The average family caregiver is a woman, about 50 years old and provides about 20 hours of care a week. That adds up to $450 billion annually.

“We see the constant plight of the working caregiver – really seeing this 50-year-old woman who is almost putting in equivalent hours to a part time job,” Bradley said. “[She is] missing work and having her own health issues, pulling away from her own relationships and her own family to focus her time and energy to care for somebody else and not caring for themselves.”

The next goal of the PSA and the entire ad campaign is to get the family caregiver to ask for help.

“We realized caregivers wanted to have connections,” Bradley said. “With caregiving, things happen very sporadically and very immediately. You are sometimes thrown into a situation where you may not have others to talk with.”

You're Not Alone

To make sure there are resources for caregivers, the AARP put a great deal of information online at www.aarp.org/caregiving.

Bradley says the goal of the ad campaign is so family caregivers are “realizing that they’re not alone and that while you may want to scream, first of all, you can – and you should – and there are resources and information and people out there to help.”

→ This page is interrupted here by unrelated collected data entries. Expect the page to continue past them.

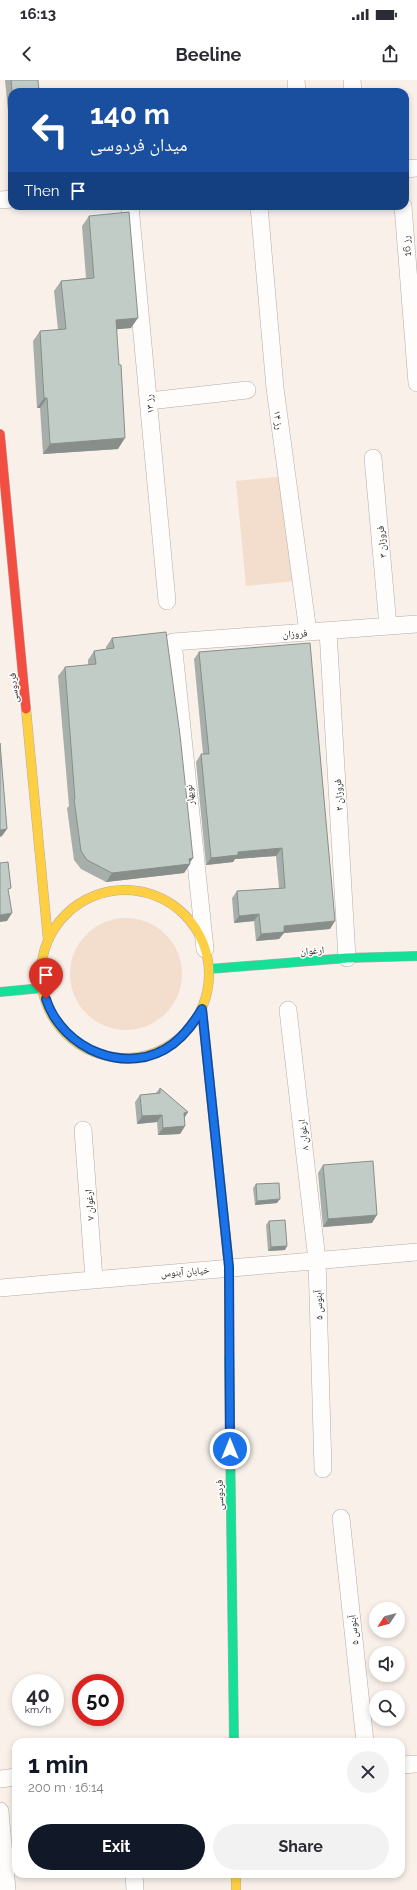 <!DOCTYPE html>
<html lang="en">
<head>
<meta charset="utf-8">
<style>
  :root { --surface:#fff; --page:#f2f2f3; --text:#2b2b33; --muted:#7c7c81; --accent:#111827 }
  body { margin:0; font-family:Raleway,"Noto Naskh Arabic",sans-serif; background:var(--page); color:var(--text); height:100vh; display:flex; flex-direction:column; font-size:15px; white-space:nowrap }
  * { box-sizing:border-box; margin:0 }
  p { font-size:13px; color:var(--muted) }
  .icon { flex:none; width:22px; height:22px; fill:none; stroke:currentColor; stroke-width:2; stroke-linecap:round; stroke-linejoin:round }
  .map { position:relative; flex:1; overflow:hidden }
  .details { position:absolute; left:12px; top:1658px; width:393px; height:140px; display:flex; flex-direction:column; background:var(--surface); border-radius:12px; box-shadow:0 2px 6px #0003 }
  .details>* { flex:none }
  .hud { position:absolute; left:8px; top:8px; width:401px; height:122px; border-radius:12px; box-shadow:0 2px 6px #0003; background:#1a4fa0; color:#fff; overflow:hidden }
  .needle { width:26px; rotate:234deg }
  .fabs { position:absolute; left:369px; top:1522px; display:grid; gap:8px }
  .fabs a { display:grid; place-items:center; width:36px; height:36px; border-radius:50%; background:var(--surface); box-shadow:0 2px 6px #0003; font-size:20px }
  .speed { position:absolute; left:12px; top:1594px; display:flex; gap:8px; font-size:20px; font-weight:700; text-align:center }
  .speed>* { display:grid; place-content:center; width:52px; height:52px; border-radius:50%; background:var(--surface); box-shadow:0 2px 6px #0003; line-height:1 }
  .speed small { font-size:10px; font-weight:400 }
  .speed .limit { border:6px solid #d22; background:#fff; color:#111 }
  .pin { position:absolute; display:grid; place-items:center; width:34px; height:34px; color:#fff; margin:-41px -17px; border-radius:50% 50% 50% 0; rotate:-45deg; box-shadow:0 0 4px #0007 }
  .pin .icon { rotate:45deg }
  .me { position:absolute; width:44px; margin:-22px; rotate:0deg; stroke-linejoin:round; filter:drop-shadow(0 0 3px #0008) }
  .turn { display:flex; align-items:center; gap:14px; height:84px; padding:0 16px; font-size:18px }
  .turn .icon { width:52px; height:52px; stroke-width:2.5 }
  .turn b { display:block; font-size:28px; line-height:34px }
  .then { display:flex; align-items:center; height:38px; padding:0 16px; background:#0003; gap:8px; font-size:15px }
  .round { display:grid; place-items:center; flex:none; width:42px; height:42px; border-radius:21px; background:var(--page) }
  .headline { display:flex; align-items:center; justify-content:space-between; height:68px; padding:0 16px }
  h1 { font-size:24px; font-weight:700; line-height:30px; color:var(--accent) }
  .primary-button { display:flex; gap:8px; margin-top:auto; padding:8px 16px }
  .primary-button a { flex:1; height:46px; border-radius:24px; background:var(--accent); color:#fff; font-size:16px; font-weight:700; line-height:46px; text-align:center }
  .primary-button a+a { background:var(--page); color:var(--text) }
  .status { display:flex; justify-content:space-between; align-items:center; height:28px; padding:0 20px; background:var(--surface); direction:ltr }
  .status svg { height:11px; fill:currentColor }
  header { display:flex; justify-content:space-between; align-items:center; height:52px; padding:0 16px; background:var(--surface); font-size:18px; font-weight:700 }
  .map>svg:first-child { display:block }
  .green { fill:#f3dece }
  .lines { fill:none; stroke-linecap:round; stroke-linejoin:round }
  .street-casing { stroke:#b3ada8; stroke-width:18 }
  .fast-casing { stroke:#b3ada8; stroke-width:10 }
  .slow-casing { stroke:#b3ada8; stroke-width:10 }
  .jam-casing { stroke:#b3ada8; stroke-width:10 }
  .street { stroke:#fefdfc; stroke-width:17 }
  .fast { stroke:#16e098; stroke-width:9 }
  .slow { stroke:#ffcf43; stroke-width:9 }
  .jam { stroke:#f24e42; stroke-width:9 }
  .wall { fill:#a7afaa }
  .shaded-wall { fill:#888f8b }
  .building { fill:#c2ccc6; stroke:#888f8b }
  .route-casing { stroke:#114b97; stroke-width:10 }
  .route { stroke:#1a73e8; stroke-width:7 }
  .labels { text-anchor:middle; stroke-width:3; stroke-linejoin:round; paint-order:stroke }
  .street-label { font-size:10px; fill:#2b2622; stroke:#fff }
</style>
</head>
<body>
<div class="status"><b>16:13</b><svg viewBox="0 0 49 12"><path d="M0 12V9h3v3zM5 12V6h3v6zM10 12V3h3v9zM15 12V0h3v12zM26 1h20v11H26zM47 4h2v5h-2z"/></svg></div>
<header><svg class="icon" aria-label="back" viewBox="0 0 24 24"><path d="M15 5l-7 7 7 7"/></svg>Beeline<svg class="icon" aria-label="share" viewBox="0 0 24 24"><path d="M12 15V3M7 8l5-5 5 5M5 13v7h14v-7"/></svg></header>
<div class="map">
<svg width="417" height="1810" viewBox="0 0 417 1810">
  <rect width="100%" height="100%" fill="#f8f0e9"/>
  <!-- green -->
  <path class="green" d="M 285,396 L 296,501 L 246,506 L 236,401 Z
    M70 894a56 56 0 1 1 112 0a56 56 0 1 1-112 0Z"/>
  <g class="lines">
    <defs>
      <path id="street" d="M 296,0 L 297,12
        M 352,0 L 353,12
        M 405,89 L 417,88
        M 0,120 L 12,119
        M 130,126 L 167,521
        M 259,126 L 275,308 L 308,552
        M 403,126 L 417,303
        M 149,321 L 247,310
        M 373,378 L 388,546
        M 328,551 L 347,878
        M 205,869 L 173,562 L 417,544
        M 288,930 L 317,1180 L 323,1389
        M 83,1050 L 94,1199
        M 0,1208 L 417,1172
        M 341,1438 L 365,1662
        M 401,1685 L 417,1684
        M 0,1699 L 16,1697
        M 0,1731 L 7,1810
        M 134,1794 L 135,1810"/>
      <path id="fast" d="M 209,889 L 347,878 L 417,876
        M 0,912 L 42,908
        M 229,1275 L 234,1662"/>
      <path id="slow" d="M 26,629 L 48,860
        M41 894a84 84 0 1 1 168 0a84 84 0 1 1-168 0Z
        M 202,929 L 229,1187 L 229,1275
        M 236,1794 L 236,1810"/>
      <path id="jam" d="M 0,354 L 26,629"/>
    </defs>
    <!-- street casing -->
    <use href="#street" class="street-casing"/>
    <!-- fast casing -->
    <use href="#fast" class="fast-casing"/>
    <!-- slow casing -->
    <use href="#slow" class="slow-casing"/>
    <!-- jam casing -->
    <use href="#jam" class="jam-casing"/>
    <!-- street -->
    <use href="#street" class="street"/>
    <!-- fast -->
    <use href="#fast" class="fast"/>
    <!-- slow -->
    <use href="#slow" class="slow"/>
    <!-- jam -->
    <use href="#jam" class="jam"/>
  </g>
  <!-- wall -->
  <path class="wall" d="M 5,0 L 38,0 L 12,12 L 12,52 L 10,52 Z
    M 89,136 L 131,248 L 117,249 L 118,369 L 43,374 L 40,328 L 37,328 L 33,261 L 40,251 L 58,250 L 54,211 L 61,201 L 86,198 L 82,146 Z
    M 112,558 L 193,778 L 190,782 L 190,784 L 184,793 L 106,802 L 81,789 L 74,780 L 67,728 L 69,726 L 58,596 L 65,587 L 88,585 L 88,580 L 94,571 L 106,569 L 106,567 Z
    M 199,572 L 330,849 L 284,853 L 279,859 L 256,861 L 254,841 L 234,843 L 232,818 L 237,811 L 279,808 L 276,776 L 235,779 L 233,782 L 206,785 L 196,682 L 201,674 L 203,674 L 194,579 Z
    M 160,1008 L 188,1032 L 184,1038 L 185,1046 L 180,1054 L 158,1055 L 157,1042 L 137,1044 L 135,1022 L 140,1015 L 156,1013 Z
    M 323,1085 L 372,1143 L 323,1147 L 318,1093 Z
    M 256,1104 L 277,1123 L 255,1125 L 253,1108 Z
    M 269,1141 L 285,1170 L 268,1171 L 266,1145 Z"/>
  <!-- shaded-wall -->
  <path class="shaded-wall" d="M 138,238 L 131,248 L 109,250 L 116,240 Z
    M 44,318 L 47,318 L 40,328 L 37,328 Z
    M 125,358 L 118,369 L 43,374 L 50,364 Z
    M 7,749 L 2,756 L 0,757 L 0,750 Z
    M 282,768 L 276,776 L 235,779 L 233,782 L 206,785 L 211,778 L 238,772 Z
    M 193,778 L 189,784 L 190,784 L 184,793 L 106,802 L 112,793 Z
    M 12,833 L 7,841 L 0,842 L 0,835 Z
    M 259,834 L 254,841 L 234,843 L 239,836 Z
    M 335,841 L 330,849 L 284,853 L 279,859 L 256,861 L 261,854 L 284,846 Z
    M 188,1032 L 183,1040 L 184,1033 Z
    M 162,1035 L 157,1042 L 137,1044 L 142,1036 Z
    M 185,1046 L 180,1054 L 158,1055 L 163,1048 Z
    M 280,1119 L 277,1123 L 255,1125 L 257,1121 Z
    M 377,1135 L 372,1143 L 323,1147 L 328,1139 Z
    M 287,1166 L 285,1170 L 268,1171 L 271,1167 Z"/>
  <!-- building -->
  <path class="building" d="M 11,0 L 38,0 L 39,12 L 12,12 Z
    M 129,132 L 138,238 L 116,240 L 119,285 L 121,285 L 125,358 L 50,364 L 47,318 L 44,318 L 40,251 L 66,249 L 61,201 L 94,198 L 89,136 Z
    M 166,552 L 180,655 L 193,778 L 189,779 L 190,784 L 112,793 L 87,780 L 81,771 L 74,719 L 75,719 L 65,587 L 96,584 L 94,571 L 114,568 L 112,558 Z
    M 310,563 L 335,841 L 284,846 L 284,852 L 261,854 L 259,834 L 239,836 L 237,811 L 285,808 L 282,768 L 238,772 L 238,775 L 211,778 L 201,674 L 209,674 L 199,572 Z
    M 0,663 L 7,749 L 0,750 Z
    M 8,782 L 11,808 L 8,809 L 12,833 L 0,835 L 0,783 Z
    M 160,1008 L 188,1032 L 184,1033 L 185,1046 L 163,1048 L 162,1035 L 142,1036 L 140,1015 L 160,1013 Z
    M 373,1081 L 377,1135 L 328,1139 L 323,1085 Z
    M 279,1103 L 280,1119 L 257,1121 L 256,1104 Z
    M 285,1140 L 287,1166 L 271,1167 L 269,1141 Z"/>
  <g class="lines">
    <defs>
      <path id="route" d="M 46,919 C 62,969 128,998 173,964 C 186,954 194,942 202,929 L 229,1187 L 230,1369"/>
    </defs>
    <!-- route casing -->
    <use href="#route" class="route-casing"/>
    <!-- route -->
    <use href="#route" class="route"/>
  </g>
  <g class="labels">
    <!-- street labels -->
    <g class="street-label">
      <text transform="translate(406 166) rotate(-95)" y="4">رز 16</text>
      <text transform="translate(149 324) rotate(-95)" y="4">رز ۱۳</text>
      <text transform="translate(279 340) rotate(82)" y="4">رز ۱۴</text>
      <text transform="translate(381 462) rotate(-95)" y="4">فروزان ۳</text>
      <text transform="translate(295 553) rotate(-4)" y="4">فروزان</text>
      <text transform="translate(13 608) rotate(-95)" y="4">فردوسی</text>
      <text transform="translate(189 715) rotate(-96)" y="4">نوبهار</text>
      <text transform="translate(338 715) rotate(-93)" y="4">فروزان ۲</text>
      <text transform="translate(312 870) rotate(-4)" y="4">ارغوان</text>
      <text transform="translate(303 1055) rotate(-97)" y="4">ارغوان ۸</text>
      <text transform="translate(89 1125) rotate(-94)" y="4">ارغوان ۷</text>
      <text transform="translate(185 1191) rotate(-5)" y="4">خیابان آبنوس</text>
      <text transform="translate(318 1225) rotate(-92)" y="4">آبنوس ۵</text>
      <text transform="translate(219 1415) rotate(-91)" y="4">فردوسی</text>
      <text transform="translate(353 1550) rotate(-96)" y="4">آبنوس ۵</text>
    </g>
  </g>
</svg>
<div class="fabs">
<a><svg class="needle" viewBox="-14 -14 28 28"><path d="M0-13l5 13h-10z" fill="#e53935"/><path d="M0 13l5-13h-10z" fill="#7c7c81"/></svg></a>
<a><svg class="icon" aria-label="sound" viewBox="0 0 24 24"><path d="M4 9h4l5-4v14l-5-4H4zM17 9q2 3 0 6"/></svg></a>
<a><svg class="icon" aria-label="search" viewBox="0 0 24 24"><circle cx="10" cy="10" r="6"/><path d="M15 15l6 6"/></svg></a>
</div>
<div class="speed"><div>40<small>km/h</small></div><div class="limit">50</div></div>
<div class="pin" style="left:46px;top:919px;background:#d93025"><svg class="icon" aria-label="arrive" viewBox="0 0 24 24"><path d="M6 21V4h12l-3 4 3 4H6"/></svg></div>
<svg class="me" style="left:230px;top:1369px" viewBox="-20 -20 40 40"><circle r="17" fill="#1a73e8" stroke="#fff" stroke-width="3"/><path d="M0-11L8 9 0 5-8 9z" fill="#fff"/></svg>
<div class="hud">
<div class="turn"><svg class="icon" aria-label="left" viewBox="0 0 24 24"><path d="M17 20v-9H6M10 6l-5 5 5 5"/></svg><div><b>140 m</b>میدان فردوسی</div></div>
<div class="then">Then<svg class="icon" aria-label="arrive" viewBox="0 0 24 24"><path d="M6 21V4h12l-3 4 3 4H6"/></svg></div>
</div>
<section class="details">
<div class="headline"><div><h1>1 min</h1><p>200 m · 16:14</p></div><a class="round"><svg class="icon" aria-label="close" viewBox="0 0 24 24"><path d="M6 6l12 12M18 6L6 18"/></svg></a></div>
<div class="primary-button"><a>Exit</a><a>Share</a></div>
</section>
</div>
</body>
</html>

The PSAs will run for the next three years, but there will be more of a presence on television in November after the presidential election. November is also National Family Caregiving Month. There are also print ads and two radio ads. The radio ads are very different than the television versions, but accomplish the same goal. One is a list of the things a family caregiver has to do every day, over and over in a difficult repetition and the other is a caregiver’s voice demonstrating what she says to others and what she is actually saying inside her own head. You can listen to the radio ads or look at the print versions at caregiving.adcouncil.org.

Bradley knows the television ad is shocking – the AARP felt the same way about it too. But they realized how well it works after showing it to actual family caregivers.
“They really responded to it. We really got them,” she said. “We weren’t trying to say: ‘We know what you are going through.’ We just tried to show what we are hearing from caregivers about the taxing emotional weight on them.”